As boas práticas de Governança Corporativa, notadamente aquelas que se referem à sustentabilidade do negócio, fazem menção aos planos sucessórios como um importante fator de redução do risco corporativo, dado o aumento de confiança que gera nas chamadas partes interessadas (“stakeholders”) que são “os indivíduos e entidades que assumem algum risco, direto ou indireto, relacionado com a atividade da organização”[1], como por exemplo: clientes, fornecedores, instituições financeiras, funcionários, prestadores de serviços, a comunidade, o governo.

A recompensa oferecida às empresas que definiram um plano sucessório consistente, variam desde os mais concretos tais como: valorização do preço das ações,, taxa de juros reduzida, fidelização e contratos de fornecimento de longo prazo, até outros menos tangíveis como a valorização da marca.

Um importante aspecto do plano sucessório refere-se à retenção dos sucessores, propriamente dito. Ou seja, não é suficiente identificar, avaliar e desenvolver os potenciais candidatos, é preciso criar as condições para que estes talentos permaneçam na organização até que o processo sucessório se complete, o que pode significar um período de dois ou até mesmo mais anos.

Reter talentos quando a economia está desacelerada não chega a ser uma tarefa muito difícil. O mesmo já não ocorre quando a demanda por profissionais qualificados, experientes e prontos, ou quase, para assumir posições de maior responsabilidade na hierarquia é alta, como aliás é o momento atual do Brasil onde, por força do aquecimento da economia, já se fala num “apagão de talentos”.
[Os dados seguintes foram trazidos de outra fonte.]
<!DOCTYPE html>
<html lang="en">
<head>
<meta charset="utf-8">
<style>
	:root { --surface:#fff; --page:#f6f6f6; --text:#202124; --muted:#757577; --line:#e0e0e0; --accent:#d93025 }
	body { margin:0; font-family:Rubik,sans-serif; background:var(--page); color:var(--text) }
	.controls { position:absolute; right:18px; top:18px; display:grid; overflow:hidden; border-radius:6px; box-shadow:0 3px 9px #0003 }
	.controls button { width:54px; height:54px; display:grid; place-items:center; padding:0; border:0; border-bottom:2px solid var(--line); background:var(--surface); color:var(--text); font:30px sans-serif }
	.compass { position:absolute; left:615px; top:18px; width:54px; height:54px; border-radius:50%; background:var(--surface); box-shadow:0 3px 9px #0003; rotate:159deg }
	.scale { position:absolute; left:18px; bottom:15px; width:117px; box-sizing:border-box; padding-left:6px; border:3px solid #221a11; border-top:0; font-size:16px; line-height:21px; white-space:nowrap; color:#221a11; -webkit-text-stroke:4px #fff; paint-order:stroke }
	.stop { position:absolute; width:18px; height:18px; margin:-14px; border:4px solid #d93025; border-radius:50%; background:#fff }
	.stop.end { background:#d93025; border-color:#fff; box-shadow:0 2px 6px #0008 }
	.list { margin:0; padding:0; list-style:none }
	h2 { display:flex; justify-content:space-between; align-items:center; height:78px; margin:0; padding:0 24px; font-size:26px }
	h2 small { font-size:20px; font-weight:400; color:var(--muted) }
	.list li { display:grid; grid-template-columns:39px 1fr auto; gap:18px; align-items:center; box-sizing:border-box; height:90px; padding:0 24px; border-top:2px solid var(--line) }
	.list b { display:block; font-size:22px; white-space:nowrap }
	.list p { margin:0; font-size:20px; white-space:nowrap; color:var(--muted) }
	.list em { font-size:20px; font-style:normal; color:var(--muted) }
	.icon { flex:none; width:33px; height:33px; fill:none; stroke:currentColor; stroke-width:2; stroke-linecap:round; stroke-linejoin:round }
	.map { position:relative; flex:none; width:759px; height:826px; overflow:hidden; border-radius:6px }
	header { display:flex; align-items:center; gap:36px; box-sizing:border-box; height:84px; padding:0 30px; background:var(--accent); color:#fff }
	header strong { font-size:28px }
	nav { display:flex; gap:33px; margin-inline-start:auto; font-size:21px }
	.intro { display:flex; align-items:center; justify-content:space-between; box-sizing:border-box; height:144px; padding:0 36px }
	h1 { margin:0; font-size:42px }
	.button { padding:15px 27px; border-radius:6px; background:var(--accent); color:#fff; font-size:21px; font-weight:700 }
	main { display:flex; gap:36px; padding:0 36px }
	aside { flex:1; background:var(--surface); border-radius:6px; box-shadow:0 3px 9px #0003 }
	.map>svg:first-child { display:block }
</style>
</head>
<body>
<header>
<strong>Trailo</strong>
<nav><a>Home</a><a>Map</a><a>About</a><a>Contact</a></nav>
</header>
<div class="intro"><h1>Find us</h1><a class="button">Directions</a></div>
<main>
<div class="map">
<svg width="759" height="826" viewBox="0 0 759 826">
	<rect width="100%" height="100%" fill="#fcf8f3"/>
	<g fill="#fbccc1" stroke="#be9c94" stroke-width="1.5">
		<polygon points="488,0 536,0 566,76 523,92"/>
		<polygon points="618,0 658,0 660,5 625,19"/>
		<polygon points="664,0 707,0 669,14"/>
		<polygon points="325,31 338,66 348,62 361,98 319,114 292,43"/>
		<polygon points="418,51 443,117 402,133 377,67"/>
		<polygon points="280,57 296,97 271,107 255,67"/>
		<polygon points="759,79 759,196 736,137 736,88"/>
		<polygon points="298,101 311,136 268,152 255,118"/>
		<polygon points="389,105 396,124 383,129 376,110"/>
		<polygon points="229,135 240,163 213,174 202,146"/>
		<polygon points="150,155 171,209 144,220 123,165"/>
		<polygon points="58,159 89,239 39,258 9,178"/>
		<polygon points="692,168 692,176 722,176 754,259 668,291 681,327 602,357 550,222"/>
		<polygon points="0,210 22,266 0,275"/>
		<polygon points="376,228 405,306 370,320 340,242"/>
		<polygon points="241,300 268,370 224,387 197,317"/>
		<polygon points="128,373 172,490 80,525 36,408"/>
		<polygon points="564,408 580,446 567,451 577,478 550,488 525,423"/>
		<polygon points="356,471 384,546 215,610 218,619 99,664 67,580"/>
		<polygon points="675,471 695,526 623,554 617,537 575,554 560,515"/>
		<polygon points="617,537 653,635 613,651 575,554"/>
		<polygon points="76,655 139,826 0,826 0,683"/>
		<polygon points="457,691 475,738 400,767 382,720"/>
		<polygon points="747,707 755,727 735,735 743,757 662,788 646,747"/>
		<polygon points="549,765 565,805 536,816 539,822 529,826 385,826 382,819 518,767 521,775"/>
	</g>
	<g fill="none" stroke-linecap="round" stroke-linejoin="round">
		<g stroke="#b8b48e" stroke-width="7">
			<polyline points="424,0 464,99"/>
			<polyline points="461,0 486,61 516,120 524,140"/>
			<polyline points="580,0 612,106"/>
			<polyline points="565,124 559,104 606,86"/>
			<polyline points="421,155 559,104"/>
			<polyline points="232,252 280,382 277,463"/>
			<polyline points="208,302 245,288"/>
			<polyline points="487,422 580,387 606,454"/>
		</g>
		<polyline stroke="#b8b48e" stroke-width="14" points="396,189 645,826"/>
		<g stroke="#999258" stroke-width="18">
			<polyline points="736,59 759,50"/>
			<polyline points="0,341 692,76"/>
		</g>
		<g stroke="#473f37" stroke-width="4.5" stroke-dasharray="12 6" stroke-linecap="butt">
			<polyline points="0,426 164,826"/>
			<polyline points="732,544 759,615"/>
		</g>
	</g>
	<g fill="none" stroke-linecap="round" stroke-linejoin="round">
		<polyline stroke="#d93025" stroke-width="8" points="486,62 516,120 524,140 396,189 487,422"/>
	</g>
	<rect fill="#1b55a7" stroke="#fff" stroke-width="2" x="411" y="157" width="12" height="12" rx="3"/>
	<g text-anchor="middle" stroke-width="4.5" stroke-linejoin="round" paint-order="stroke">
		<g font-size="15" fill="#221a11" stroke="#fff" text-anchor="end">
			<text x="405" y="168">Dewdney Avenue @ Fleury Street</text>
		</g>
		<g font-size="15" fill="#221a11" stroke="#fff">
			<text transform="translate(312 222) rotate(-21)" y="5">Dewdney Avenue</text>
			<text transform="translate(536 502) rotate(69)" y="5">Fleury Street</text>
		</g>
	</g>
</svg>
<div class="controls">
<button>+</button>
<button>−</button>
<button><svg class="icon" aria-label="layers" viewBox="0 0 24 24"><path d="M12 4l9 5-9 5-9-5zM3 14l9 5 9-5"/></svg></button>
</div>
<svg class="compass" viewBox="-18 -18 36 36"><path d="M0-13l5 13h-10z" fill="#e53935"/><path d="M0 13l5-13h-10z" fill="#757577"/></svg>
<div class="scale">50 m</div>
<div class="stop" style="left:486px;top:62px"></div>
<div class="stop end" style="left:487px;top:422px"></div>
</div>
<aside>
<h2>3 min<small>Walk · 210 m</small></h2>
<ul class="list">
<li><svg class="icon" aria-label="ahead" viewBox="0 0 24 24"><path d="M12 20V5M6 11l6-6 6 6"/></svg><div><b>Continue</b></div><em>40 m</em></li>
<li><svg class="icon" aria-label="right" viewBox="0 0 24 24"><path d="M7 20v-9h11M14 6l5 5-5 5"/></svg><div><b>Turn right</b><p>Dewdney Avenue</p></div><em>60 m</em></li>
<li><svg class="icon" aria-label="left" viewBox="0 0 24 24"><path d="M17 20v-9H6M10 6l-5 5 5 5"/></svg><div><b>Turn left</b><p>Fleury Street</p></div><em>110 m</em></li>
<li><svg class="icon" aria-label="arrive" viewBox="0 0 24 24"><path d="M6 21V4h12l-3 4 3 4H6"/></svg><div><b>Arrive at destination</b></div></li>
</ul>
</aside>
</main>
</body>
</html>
A política para manter os melhores profissionais não deve ser diferente da política para atraí-los, salvo situações específicas relacionadas com estratégia da empresa.
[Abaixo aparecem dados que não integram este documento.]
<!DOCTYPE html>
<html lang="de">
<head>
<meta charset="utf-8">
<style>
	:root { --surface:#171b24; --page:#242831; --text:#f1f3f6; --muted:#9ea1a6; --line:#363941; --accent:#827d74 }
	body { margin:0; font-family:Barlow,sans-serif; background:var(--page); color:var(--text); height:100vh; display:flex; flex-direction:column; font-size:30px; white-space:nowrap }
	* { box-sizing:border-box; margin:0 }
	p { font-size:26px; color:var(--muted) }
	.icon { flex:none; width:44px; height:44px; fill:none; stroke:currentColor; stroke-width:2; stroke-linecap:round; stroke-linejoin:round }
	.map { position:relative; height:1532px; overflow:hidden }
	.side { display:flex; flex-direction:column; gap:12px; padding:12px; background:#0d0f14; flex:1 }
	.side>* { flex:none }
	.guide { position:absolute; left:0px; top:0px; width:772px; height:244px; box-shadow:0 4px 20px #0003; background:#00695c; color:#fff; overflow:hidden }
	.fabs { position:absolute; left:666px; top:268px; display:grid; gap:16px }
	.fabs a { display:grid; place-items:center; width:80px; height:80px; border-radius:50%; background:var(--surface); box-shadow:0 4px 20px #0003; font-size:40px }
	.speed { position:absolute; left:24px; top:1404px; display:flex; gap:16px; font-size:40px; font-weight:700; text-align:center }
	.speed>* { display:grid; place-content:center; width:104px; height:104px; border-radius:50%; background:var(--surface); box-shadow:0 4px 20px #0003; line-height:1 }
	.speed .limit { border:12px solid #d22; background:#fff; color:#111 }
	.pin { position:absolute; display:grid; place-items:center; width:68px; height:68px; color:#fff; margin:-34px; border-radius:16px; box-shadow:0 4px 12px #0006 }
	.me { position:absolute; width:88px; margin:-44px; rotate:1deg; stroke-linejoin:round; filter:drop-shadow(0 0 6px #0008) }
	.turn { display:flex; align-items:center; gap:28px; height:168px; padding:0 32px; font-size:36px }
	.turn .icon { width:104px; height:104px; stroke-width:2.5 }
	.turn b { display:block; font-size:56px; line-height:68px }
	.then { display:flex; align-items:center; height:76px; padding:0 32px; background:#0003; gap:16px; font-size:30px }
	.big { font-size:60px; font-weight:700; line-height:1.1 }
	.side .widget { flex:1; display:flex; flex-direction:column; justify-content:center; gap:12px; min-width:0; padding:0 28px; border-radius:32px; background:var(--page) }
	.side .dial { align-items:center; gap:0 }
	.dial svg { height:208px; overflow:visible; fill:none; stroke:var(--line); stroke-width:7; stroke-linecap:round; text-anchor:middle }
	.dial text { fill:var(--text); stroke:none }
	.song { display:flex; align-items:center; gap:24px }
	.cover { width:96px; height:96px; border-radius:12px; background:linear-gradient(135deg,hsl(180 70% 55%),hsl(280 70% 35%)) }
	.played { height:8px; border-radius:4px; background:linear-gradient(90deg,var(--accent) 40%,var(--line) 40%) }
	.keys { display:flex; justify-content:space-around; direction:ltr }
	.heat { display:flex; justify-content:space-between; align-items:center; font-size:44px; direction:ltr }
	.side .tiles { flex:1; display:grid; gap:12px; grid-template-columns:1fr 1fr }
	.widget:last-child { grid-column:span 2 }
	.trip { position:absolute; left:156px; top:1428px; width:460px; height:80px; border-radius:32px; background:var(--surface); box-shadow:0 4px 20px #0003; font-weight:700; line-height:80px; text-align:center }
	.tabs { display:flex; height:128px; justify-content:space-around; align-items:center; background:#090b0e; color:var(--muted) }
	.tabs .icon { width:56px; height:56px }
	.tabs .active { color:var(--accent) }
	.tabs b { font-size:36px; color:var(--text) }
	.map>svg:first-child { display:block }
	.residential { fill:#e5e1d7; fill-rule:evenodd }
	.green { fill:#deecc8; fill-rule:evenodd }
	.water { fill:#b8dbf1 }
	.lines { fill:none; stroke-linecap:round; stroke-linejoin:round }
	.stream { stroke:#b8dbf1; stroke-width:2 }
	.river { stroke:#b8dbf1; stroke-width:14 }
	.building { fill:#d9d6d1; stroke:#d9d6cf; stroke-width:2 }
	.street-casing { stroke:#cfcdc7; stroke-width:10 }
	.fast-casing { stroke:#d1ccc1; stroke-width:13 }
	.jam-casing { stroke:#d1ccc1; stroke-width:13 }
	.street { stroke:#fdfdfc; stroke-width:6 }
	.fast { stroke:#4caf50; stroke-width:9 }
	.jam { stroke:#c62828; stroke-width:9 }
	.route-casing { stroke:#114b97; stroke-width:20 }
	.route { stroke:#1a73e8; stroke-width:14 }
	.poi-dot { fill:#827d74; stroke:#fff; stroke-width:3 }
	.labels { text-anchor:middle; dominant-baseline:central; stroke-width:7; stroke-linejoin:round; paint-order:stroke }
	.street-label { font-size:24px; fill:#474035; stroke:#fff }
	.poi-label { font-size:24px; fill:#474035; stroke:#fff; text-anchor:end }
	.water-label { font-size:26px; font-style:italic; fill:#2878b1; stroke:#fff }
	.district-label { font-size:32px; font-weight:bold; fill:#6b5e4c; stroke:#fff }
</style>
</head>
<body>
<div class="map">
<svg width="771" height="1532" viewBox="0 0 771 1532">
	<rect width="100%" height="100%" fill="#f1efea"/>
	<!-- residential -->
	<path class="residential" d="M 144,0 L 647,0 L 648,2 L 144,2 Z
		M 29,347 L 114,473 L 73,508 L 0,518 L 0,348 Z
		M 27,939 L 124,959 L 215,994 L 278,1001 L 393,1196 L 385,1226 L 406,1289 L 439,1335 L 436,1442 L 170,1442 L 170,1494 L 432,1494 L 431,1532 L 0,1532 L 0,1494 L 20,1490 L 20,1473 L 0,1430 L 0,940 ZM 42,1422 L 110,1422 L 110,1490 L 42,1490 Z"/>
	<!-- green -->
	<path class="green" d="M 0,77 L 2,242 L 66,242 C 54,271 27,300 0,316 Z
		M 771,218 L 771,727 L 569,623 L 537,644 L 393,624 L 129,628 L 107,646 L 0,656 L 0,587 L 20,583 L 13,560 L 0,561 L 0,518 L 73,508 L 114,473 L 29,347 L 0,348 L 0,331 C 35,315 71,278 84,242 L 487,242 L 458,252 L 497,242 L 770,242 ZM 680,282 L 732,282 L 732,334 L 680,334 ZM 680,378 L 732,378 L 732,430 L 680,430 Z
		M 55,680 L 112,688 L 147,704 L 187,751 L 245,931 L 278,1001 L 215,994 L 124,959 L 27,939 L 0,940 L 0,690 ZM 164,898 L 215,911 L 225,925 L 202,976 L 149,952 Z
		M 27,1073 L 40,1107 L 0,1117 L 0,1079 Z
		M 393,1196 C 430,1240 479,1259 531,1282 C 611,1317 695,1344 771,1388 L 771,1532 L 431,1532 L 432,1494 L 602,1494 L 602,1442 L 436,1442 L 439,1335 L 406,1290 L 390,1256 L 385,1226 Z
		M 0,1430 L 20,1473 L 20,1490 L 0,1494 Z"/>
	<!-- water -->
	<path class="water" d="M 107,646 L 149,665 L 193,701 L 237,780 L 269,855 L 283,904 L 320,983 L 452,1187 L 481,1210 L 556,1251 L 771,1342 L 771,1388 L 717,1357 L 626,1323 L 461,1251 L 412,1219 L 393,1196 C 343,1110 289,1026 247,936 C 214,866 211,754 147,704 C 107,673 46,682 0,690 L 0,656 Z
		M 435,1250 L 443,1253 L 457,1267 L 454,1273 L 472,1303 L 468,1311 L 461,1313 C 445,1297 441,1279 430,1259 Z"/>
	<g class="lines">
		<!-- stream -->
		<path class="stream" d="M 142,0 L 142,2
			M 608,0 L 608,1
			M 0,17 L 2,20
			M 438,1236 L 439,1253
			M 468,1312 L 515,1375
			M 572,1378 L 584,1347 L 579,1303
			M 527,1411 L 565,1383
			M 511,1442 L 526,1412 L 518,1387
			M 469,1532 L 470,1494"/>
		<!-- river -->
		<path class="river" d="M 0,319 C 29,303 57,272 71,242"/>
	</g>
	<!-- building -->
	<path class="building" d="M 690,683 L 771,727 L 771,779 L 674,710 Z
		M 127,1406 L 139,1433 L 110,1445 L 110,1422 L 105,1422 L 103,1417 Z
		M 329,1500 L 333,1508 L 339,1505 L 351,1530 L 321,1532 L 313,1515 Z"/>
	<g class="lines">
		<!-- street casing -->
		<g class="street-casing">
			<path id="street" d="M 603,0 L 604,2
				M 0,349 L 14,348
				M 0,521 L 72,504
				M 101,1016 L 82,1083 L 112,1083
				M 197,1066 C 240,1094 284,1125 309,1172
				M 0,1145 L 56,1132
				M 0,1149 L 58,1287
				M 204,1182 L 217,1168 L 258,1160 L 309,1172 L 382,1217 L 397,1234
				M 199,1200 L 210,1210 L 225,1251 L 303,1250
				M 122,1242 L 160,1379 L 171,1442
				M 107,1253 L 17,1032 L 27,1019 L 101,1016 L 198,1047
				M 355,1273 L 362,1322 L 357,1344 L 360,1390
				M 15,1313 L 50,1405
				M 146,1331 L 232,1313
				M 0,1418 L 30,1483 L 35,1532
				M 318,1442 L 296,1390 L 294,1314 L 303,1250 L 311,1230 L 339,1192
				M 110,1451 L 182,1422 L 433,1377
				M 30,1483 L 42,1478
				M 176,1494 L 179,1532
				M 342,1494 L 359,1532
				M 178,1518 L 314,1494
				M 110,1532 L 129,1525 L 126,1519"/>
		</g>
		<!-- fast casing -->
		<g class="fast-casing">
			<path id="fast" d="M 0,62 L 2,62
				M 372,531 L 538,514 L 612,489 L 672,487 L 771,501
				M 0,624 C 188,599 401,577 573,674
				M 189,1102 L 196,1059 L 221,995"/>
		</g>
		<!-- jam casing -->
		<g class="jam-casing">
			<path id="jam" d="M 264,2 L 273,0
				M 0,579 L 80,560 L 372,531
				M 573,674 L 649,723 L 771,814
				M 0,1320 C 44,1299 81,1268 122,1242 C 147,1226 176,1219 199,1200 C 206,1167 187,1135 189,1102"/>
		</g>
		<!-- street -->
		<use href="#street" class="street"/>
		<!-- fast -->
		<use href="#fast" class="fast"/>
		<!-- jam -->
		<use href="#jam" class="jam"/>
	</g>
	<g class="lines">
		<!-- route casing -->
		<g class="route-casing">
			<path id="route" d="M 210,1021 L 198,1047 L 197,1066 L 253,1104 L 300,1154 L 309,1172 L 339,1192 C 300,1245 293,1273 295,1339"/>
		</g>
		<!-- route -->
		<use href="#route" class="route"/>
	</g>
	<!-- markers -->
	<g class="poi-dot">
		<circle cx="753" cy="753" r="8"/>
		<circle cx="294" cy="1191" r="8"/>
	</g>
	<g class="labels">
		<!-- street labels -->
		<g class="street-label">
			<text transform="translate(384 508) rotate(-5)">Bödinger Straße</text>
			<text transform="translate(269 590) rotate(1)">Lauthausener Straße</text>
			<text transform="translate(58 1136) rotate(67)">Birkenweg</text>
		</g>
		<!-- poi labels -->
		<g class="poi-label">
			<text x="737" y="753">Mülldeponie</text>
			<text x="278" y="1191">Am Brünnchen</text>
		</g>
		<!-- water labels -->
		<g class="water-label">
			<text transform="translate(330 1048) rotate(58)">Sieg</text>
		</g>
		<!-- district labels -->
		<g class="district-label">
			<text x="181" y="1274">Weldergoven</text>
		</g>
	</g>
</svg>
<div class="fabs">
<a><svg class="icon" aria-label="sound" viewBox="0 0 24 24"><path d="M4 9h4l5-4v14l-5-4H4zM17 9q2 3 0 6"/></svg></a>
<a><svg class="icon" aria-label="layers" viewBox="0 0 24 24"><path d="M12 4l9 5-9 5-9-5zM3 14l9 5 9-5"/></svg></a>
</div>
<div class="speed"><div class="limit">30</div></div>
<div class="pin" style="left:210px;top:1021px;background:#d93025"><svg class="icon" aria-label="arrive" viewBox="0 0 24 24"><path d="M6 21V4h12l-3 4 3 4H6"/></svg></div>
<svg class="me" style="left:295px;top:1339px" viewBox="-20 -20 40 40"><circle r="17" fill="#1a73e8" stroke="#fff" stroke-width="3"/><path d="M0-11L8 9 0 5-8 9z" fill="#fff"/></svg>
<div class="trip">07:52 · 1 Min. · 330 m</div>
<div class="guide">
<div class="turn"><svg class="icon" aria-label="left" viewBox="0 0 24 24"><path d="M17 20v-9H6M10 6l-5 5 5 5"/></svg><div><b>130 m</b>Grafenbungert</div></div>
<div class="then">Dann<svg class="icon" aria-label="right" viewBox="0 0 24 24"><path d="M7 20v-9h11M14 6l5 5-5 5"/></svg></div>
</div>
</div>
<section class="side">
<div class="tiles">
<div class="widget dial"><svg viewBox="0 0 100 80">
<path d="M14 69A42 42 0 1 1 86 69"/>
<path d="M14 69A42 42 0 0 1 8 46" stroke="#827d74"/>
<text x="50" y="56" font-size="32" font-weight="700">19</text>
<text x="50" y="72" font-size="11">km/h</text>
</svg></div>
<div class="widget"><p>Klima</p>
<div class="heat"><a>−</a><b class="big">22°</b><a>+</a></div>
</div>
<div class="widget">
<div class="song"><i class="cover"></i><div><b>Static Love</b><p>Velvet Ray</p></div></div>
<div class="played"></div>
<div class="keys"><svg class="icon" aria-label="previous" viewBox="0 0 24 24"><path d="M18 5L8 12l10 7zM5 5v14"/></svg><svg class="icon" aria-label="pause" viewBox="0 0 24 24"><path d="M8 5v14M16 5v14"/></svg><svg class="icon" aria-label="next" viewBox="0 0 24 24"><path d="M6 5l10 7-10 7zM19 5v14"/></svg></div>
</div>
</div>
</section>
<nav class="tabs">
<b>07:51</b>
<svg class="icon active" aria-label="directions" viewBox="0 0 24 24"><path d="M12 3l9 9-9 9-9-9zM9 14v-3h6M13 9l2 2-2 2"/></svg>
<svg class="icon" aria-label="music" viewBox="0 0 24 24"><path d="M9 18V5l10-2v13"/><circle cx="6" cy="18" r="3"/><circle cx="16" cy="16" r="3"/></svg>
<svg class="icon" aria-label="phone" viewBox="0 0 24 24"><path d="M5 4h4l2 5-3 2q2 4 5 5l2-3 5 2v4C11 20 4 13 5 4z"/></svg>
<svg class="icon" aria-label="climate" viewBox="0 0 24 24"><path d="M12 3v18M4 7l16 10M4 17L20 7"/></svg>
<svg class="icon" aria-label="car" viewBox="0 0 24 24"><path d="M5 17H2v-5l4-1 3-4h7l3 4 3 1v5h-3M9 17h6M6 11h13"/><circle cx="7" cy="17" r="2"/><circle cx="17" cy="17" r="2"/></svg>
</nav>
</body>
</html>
Aumento de salário é sempre a primeira e mais fácil opção quando a questão é segurar um profissional. Entretanto, é bom que se saiba, pesquisas recentes realizadas com executivos, indicam que a questão salarial pesa cada vez menos na decisão de sair ou permanecer na organização e em contra partida, maior importância é dada à  política de benefícios; à remuneração atrelada aos resultados; ao plano de desenvolvimento de carreira; à exposição internacional e naturalmente, às perspectivas de evolução da empresa e do seu mercado.

A mesma pesquisa também apontou que quesitos que anteriormente sequer eram mencionados como, por exemplo: o alinhamento com os valores da empresa; boas práticas de Governança Corporativa e Sustentabilidade; cultura organizacional e ambiente de trabalho; relacionamento com superiores e pares; e equilíbrio entre trabalho e lazer, hoje são cada vez mais citados e valorizados.

As perspectivas da economia brasileira nos próximos anos, tudo indica, são bastante favoráveis. A globalização e a complexidade dos mercados parece ser uma tendência crescente e irreversível. Assim sendo, é bem realista projetar uma maior defasagem entre a demanda e a oferta por profissionais competentes, qualificados e experientes fato que, inevitavelmente, acarretará aumento na taxa de rotatividade (“turn over”) das empresas com o conseqüente aumento na folha de pagamento.

Diante deste cenário bem factível, já não resta muito tempo às empresas para colocarem em prática um cuidadoso planejamento estratégico para a gestão de pessoas, com o objetivo de se prepararem, adequadamente, para este futuro que já se avizinha.

DICA DE LEITURA: Hipnotizando Maria

hipnotizando maria

Autor: Richard Bach/Editora: Integrare

Richard Bach é o mesmo autor dos best-sellers Fernando Capelo Gaivota e Ilusões. Neste novo livro, recém lançado no Brasil, o autor aborda, com muita simplicidade e leveza, o tema “Como criamos nossa própria realidade?”. Por sinal, este mesmo assunto foi objeto do meu último artigo postado aqui no Blog: “O Significado do Nada Acontece por Acaso”.

Em Hipnotizando Maria, Bach traça um interessante paralelo entre o processo de hipnose e os condicionamentos aos quais fomos e somos expostos, por força da tradição, educação familiar, costumes e cultura, e como este volume impressionante de informação  molda nossas crenças, nossa forma de pensar e nossas atitudes.